SecurityWeek has reached out to ABB for comment, but the company has not responded [the company sent over a statement after the article was published and it has been added at the end]. 

ABB added the Aspect and FLXeon products to its portfolio following the acquisition of Cylon Controls back in 2020. Based on Krstic’s analysis and observations, the codebase of the impacted building management system products is 19 years old and ABB only started improving their security four years after acquiring Cylon. 

UPDATE: Minutes after the article was published, ABB sent over the following statement:

“At ABB, we are committed to providing products, systems, and services with robust cyber security measures. Proper and timely handling of cyber security incidents and vulnerabilities is critical to minimizing risks for our customers.
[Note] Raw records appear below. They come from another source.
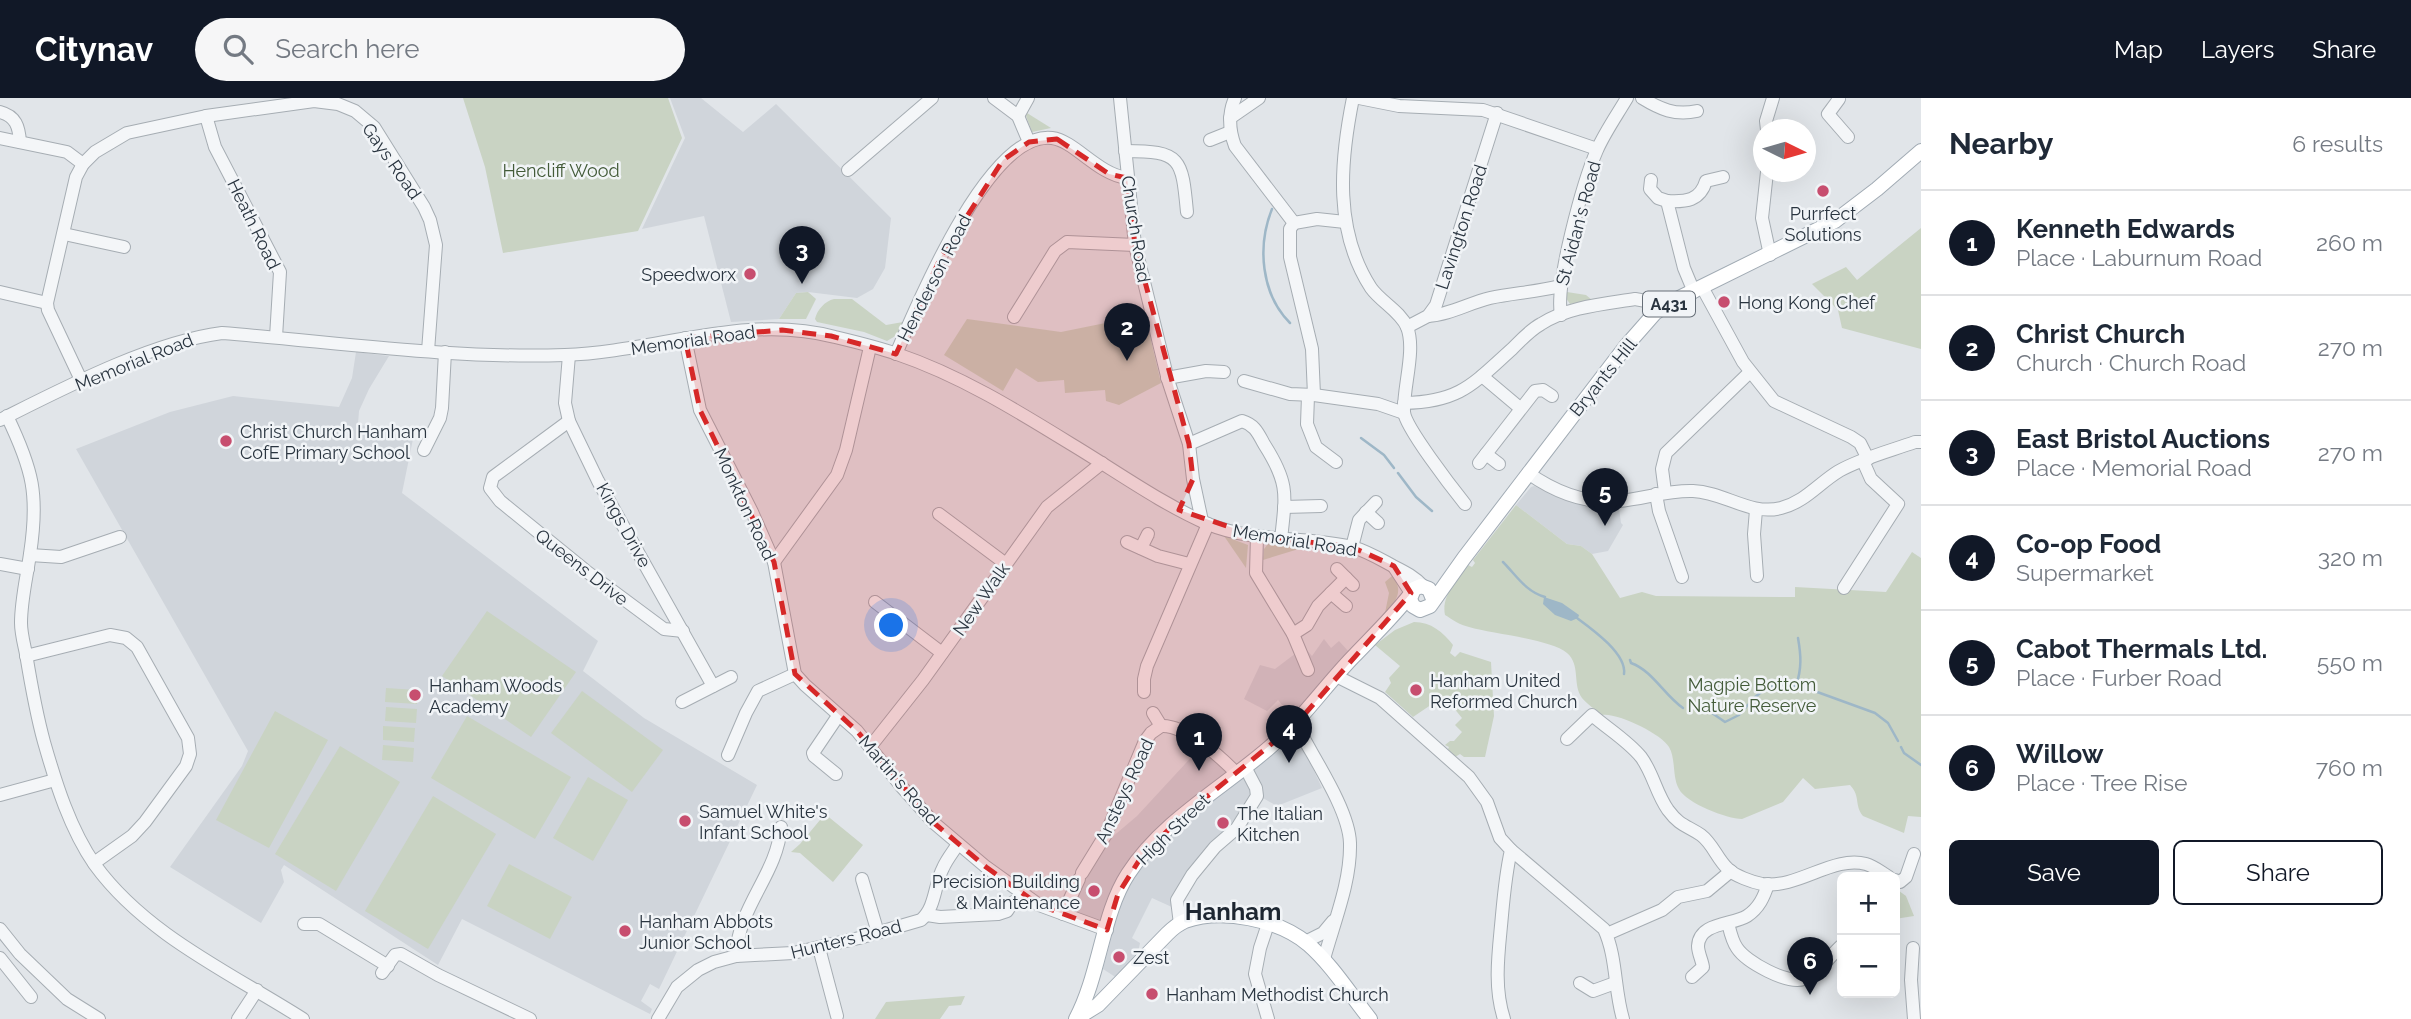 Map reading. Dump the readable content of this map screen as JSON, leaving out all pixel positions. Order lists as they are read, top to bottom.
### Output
{
  "streets": {
    "main road": ["A431", "Bryants Hill", "High Street"],
    "street": [
      "Gays Road",
      "St Aidan's Road",
      "Heath Road",
      "Lavington Road",
      "Church Road",
      "Henderson Road",
      "Memorial Road",
      "Monkton Road",
      "Kings Drive",
      "Queens Drive",
      "New Walk",
      "Martin's Road",
      "Ansteys Road",
      "Hunters Road"
    ]
  },
  "crossings": [
    ["Gays Road", "Heath Road"],
    ["Gays Road", "Memorial Road"],
    ["Heath Road", "Memorial Road"],
    ["Church Road", "Memorial Road"],
    ["Henderson Road", "Memorial Road"],
    ["Memorial Road", "Bryants Hill"],
    ["Memorial Road", "Monkton Road"],
    ["Memorial Road", "Kings Drive"],
    ["Memorial Road", "New Walk"],
    ["Memorial Road", "High Street"],
    ["Bryants Hill", "High Street"],
    ["Monkton Road", "Martin's Road"],
    ["Kings Drive", "Queens Drive"],
    ["New Walk", "Martin's Road"],
    ["Martin's Road", "Ansteys Road"],
    ["Martin's Road", "High Street"]
  ],
  "districts": ["Hanham"],
  "parks": ["Hencliff Wood", "Magpie Bottom Nature Reserve"],
  "places": [
    "Purrfect Solutions",
    "Speedworx",
    "Hong Kong Chef",
    "Christ Church Hanham CofE Primary School",
    "Hanham United Reformed Church",
    "Hanham Woods Academy",
    "Samuel White's Infant School",
    "The Italian Kitchen",
    "Precision Building & Maintenance",
    "Hanham Abbots Junior School",
    "Zest",
    "Hanham Methodist Church"
  ],
  "north": "right",
  "page": {
    "header": "Citynav",
    "search": "Search here",
    "nav": ["Map", "Layers", "Share"],
    "heading": ["Nearby", "6 results"],
    "list": [
      {
        "mark": "1",
        "name": "Kenneth Edwards",
        "note": "Place · Laburnum Road",
        "value": "260 m"
      },
      {
        "mark": "2",
        "name": "Christ Church",
        "note": "Church · Church Road",
        "value": "270 m"
      },
      {
        "mark": "3",
        "name": "East Bristol Auctions",
        "note": "Place · Memorial Road",
        "value": "270 m"
      },
      {
        "mark": "4",
        "name": "Co-op Food",
        "note": "Supermarket",
        "value": "320 m"
      },
      {
        "mark": "5",
        "name": "Cabot Thermals Ltd.",
        "note": "Place · Furber Road",
        "value": "550 m"
      },
      {
        "mark": "6",
        "name": "Willow",
        "note": "Place · Tree Rise",
        "value": "760 m"
      }
    ],
    "pins": [
      "3",
      "2",
      "5",
      "4",
      "1",
      "6"
    ],
    "buttons": ["Save", "Share"],
    "map_buttons": ["+", "−"]
  }
}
To support this, ABB has established a formal vulnerability handling policy, publicly available here.

Anyone who discovers a vulnerability affecting an ABB solution is encouraged to contact ABB directly at ‘[email protected]’ or report it through a national CERT or other coordinating organization. Reporting entities who wish not to remain anonymous will be acknowledged in ABB advisories issued for the reported vulnerability. ABB cyber security advisories are publicly available here.

ABB greatly values the contributions of security researchers and other collaborators in strengthening the cyber security of our solutions.”